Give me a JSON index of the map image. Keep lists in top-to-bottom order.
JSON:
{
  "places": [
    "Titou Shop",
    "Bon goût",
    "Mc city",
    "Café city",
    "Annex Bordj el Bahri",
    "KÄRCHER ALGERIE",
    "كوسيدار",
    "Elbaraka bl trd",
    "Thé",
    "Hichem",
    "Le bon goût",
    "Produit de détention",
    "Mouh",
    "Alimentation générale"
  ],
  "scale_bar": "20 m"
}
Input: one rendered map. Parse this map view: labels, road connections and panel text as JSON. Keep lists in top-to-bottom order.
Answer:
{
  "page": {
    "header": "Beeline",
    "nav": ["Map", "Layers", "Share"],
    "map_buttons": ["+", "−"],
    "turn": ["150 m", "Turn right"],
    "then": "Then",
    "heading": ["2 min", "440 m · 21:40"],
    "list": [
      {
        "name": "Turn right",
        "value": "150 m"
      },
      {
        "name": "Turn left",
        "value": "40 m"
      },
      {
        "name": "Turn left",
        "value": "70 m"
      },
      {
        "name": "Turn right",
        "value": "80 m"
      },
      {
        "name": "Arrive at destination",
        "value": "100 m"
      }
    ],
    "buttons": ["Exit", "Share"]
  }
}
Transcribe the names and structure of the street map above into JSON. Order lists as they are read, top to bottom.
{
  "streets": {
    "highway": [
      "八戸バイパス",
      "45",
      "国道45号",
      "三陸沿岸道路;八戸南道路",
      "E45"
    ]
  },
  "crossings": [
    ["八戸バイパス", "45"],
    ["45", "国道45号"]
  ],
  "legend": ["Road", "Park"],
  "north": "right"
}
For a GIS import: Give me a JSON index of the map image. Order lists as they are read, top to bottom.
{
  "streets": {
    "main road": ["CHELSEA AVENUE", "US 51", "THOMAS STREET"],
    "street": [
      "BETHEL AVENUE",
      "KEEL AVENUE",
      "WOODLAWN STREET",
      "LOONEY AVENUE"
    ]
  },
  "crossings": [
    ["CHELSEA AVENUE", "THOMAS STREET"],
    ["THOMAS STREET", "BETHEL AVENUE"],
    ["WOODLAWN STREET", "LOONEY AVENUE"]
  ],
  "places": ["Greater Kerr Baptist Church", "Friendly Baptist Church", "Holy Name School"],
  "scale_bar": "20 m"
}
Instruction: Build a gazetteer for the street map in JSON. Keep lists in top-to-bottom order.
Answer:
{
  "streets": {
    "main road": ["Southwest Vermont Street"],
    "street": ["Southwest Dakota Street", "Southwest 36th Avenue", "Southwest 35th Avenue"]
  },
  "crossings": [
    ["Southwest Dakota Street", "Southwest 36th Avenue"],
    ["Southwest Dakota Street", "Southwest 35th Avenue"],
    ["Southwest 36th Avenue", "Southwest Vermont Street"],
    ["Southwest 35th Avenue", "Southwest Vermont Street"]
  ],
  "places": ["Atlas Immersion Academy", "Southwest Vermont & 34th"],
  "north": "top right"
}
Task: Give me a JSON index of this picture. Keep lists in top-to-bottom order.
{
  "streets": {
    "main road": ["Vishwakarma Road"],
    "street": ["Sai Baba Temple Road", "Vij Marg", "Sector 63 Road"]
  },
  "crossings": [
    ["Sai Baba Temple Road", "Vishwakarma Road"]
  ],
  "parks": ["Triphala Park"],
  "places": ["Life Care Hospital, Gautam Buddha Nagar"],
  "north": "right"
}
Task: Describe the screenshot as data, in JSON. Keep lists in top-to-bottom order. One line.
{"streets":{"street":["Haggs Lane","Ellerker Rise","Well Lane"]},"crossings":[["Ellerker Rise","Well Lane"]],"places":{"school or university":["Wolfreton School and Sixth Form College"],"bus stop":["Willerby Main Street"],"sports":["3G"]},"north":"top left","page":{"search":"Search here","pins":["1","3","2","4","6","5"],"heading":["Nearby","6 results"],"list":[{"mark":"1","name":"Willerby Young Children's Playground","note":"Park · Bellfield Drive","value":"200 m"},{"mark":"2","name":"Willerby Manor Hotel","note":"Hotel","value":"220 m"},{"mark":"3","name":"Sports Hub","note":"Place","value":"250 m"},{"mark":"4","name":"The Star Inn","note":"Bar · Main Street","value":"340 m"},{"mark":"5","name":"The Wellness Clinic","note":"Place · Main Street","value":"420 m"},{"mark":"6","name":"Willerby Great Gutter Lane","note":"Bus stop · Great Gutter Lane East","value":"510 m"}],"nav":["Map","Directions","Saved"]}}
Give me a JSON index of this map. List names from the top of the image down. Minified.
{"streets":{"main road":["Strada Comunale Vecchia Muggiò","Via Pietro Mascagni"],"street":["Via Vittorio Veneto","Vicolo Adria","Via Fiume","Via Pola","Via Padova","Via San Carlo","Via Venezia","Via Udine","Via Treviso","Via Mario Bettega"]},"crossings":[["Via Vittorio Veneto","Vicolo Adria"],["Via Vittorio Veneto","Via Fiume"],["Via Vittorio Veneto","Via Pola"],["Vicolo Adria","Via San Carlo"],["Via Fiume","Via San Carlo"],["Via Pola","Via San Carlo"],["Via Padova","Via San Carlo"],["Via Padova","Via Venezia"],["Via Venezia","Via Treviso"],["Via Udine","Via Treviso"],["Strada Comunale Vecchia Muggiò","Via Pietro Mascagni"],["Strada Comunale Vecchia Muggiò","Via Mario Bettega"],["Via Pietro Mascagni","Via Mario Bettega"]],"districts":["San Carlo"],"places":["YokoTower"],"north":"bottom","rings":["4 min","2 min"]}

::::::::::

Extract the complete data, matching each line exactly.

## SOLUTION FOR THIS PROBLEM
Give me a JSON index of the map image. Keep lists in top-to-bottom order.
JSON:
{
  "places": [
    "Titou Shop",
    "Bon goût",
    "Mc city",
    "Café city",
    "Annex Bordj el Bahri",
    "KÄRCHER ALGERIE",
    "كوسيدار",
    "Elbaraka bl trd",
    "Thé",
    "Hichem",
    "Le bon goût",
    "Produit de détention",
    "Mouh",
    "Alimentation générale"
  ],
  "scale_bar": "20 m"
}
Input: one rendered map. Parse this map view: labels, road connections and panel text as JSON. Keep lists in top-to-bottom order.
Answer:
{
  "page": {
    "header": "Beeline",
    "nav": ["Map", "Layers", "Share"],
    "map_buttons": ["+", "−"],
    "turn": ["150 m", "Turn right"],
    "then": "Then",
    "heading": ["2 min", "440 m · 21:40"],
    "list": [
      {
        "name": "Turn right",
        "value": "150 m"
      },
      {
        "name": "Turn left",
        "value": "40 m"
      },
      {
        "name": "Turn left",
        "value": "70 m"
      },
      {
        "name": "Turn right",
        "value": "80 m"
      },
      {
        "name": "Arrive at destination",
        "value": "100 m"
      }
    ],
    "buttons": ["Exit", "Share"]
  }
}
Transcribe the names and structure of the street map above into JSON. Order lists as they are read, top to bottom.
{
  "streets": {
    "highway": [
      "八戸バイパス",
      "45",
      "国道45号",
      "三陸沿岸道路;八戸南道路",
      "E45"
    ]
  },
  "crossings": [
    ["八戸バイパス", "45"],
    ["45", "国道45号"]
  ],
  "legend": ["Road", "Park"],
  "north": "right"
}
For a GIS import: Give me a JSON index of the map image. Order lists as they are read, top to bottom.
{
  "streets": {
    "main road": ["CHELSEA AVENUE", "US 51", "THOMAS STREET"],
    "street": [
      "BETHEL AVENUE",
      "KEEL AVENUE",
      "WOODLAWN STREET",
      "LOONEY AVENUE"
    ]
  },
  "crossings": [
    ["CHELSEA AVENUE", "THOMAS STREET"],
    ["THOMAS STREET", "BETHEL AVENUE"],
    ["WOODLAWN STREET", "LOONEY AVENUE"]
  ],
  "places": ["Greater Kerr Baptist Church", "Friendly Baptist Church", "Holy Name School"],
  "scale_bar": "20 m"
}
Instruction: Build a gazetteer for the street map in JSON. Keep lists in top-to-bottom order.
Answer:
{
  "streets": {
    "main road": ["Southwest Vermont Street"],
    "street": ["Southwest Dakota Street", "Southwest 36th Avenue", "Southwest 35th Avenue"]
  },
  "crossings": [
    ["Southwest Dakota Street", "Southwest 36th Avenue"],
    ["Southwest Dakota Street", "Southwest 35th Avenue"],
    ["Southwest 36th Avenue", "Southwest Vermont Street"],
    ["Southwest 35th Avenue", "Southwest Vermont Street"]
  ],
  "places": ["Atlas Immersion Academy", "Southwest Vermont & 34th"],
  "north": "top right"
}
Task: Give me a JSON index of this picture. Keep lists in top-to-bottom order.
{
  "streets": {
    "main road": ["Vishwakarma Road"],
    "street": ["Sai Baba Temple Road", "Vij Marg", "Sector 63 Road"]
  },
  "crossings": [
    ["Sai Baba Temple Road", "Vishwakarma Road"]
  ],
  "parks": ["Triphala Park"],
  "places": ["Life Care Hospital, Gautam Buddha Nagar"],
  "north": "right"
}
Task: Describe the screenshot as data, in JSON. Keep lists in top-to-bottom order. One line.
{"streets":{"street":["Haggs Lane","Ellerker Rise","Well Lane"]},"crossings":[["Ellerker Rise","Well Lane"]],"places":{"school or university":["Wolfreton School and Sixth Form College"],"bus stop":["Willerby Main Street"],"sports":["3G"]},"north":"top left","page":{"search":"Search here","pins":["1","3","2","4","6","5"],"heading":["Nearby","6 results"],"list":[{"mark":"1","name":"Willerby Young Children's Playground","note":"Park · Bellfield Drive","value":"200 m"},{"mark":"2","name":"Willerby Manor Hotel","note":"Hotel","value":"220 m"},{"mark":"3","name":"Sports Hub","note":"Place","value":"250 m"},{"mark":"4","name":"The Star Inn","note":"Bar · Main Street","value":"340 m"},{"mark":"5","name":"The Wellness Clinic","note":"Place · Main Street","value":"420 m"},{"mark":"6","name":"Willerby Great Gutter Lane","note":"Bus stop · Great Gutter Lane East","value":"510 m"}],"nav":["Map","Directions","Saved"]}}
Give me a JSON index of this map. List names from the top of the image down. Minified.
{"streets":{"main road":["Strada Comunale Vecchia Muggiò","Via Pietro Mascagni"],"street":["Via Vittorio Veneto","Vicolo Adria","Via Fiume","Via Pola","Via Padova","Via San Carlo","Via Venezia","Via Udine","Via Treviso","Via Mario Bettega"]},"crossings":[["Via Vittorio Veneto","Vicolo Adria"],["Via Vittorio Veneto","Via Fiume"],["Via Vittorio Veneto","Via Pola"],["Vicolo Adria","Via San Carlo"],["Via Fiume","Via San Carlo"],["Via Pola","Via San Carlo"],["Via Padova","Via San Carlo"],["Via Padova","Via Venezia"],["Via Venezia","Via Treviso"],["Via Udine","Via Treviso"],["Strada Comunale Vecchia Muggiò","Via Pietro Mascagni"],["Strada Comunale Vecchia Muggiò","Via Mario Bettega"],["Via Pietro Mascagni","Via Mario Bettega"]],"districts":["San Carlo"],"places":["YokoTower"],"north":"bottom","rings":["4 min","2 min"]}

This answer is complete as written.